*** Data excerpts ***
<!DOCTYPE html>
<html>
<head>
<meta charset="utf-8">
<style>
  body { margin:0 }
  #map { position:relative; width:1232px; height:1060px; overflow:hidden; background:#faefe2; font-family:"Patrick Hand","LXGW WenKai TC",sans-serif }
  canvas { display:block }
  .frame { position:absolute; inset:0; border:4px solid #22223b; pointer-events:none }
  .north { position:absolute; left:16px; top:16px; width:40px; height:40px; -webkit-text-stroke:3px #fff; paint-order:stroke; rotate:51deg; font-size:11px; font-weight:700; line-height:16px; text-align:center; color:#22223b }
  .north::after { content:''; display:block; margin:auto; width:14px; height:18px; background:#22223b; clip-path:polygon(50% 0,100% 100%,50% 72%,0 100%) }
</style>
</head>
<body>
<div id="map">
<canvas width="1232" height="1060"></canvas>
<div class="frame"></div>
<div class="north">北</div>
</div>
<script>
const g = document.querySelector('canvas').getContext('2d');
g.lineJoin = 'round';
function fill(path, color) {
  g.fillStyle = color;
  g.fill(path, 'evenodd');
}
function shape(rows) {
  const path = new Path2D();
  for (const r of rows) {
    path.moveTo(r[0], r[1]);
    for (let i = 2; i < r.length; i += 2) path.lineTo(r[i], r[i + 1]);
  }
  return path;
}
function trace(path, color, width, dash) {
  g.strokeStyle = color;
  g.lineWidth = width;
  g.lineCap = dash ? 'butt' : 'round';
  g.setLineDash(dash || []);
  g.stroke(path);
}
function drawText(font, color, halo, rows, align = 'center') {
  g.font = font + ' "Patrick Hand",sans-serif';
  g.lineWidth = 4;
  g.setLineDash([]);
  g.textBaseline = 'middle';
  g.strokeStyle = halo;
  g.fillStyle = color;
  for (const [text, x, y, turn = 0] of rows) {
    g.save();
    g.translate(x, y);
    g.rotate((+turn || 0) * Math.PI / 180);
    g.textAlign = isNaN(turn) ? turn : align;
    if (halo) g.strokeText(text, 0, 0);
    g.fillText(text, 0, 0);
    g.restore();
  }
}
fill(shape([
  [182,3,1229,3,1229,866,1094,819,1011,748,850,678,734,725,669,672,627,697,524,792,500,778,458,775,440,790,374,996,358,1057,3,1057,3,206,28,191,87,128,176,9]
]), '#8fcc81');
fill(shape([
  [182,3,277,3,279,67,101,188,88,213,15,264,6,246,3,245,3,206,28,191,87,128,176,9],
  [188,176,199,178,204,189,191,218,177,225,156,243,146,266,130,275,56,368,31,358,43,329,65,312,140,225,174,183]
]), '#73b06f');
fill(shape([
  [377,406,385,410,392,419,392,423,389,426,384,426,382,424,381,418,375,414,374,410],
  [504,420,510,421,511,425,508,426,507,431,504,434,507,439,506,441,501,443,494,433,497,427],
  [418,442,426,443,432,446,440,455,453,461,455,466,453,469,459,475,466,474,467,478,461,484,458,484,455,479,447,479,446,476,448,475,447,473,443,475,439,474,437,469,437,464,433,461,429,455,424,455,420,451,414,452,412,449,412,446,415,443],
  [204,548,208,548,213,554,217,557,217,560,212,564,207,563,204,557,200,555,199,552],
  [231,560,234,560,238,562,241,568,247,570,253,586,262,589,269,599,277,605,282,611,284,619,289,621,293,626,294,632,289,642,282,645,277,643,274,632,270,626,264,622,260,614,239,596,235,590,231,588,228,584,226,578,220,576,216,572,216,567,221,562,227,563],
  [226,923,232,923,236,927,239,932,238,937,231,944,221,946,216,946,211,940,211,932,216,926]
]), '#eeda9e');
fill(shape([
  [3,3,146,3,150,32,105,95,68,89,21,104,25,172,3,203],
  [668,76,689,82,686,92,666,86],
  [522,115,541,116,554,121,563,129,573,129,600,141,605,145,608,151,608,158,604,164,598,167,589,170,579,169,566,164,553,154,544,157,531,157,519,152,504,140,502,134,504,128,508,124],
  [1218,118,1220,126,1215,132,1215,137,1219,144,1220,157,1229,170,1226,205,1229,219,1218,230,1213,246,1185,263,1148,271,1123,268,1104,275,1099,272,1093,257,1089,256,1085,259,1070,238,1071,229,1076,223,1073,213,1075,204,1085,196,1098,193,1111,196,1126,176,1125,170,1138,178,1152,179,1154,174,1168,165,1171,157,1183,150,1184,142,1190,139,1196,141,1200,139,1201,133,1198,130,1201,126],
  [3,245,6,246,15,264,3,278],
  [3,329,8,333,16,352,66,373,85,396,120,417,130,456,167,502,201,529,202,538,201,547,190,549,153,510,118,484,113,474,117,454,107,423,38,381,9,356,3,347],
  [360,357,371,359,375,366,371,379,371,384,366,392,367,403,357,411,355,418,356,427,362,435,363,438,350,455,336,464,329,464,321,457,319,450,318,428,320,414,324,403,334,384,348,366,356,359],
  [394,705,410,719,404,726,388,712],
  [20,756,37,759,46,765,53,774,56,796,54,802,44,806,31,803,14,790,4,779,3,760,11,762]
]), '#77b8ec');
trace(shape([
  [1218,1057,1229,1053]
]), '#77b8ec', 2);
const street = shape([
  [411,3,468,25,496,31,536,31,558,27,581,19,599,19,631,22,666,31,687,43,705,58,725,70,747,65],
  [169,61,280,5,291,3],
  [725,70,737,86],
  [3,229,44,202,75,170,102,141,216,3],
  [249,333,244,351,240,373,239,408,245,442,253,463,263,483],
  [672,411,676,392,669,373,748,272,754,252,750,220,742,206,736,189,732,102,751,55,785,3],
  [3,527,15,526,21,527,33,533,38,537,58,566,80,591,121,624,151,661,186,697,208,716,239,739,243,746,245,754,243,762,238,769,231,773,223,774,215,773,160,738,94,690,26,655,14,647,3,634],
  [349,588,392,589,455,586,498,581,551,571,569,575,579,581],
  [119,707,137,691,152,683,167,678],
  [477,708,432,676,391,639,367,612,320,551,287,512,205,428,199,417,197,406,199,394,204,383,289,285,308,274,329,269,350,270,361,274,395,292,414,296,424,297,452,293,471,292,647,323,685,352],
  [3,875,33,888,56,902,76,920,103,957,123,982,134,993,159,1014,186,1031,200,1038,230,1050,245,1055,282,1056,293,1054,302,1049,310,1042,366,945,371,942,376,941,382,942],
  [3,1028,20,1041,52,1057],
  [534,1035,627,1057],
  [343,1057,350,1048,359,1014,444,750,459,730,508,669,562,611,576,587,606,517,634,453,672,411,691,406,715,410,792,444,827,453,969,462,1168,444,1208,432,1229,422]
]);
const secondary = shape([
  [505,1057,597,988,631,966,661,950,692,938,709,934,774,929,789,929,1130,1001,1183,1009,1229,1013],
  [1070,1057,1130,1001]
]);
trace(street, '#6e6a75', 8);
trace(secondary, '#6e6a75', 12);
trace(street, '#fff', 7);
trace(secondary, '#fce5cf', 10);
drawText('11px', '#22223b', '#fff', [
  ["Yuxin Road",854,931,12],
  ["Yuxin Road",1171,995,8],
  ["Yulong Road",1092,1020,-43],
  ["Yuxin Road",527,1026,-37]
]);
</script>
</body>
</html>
*** End of Data excerpts ***
● Your task: From the data, report how many lines hold "rows", leaving out any other words.

● Solution to this exercise: 4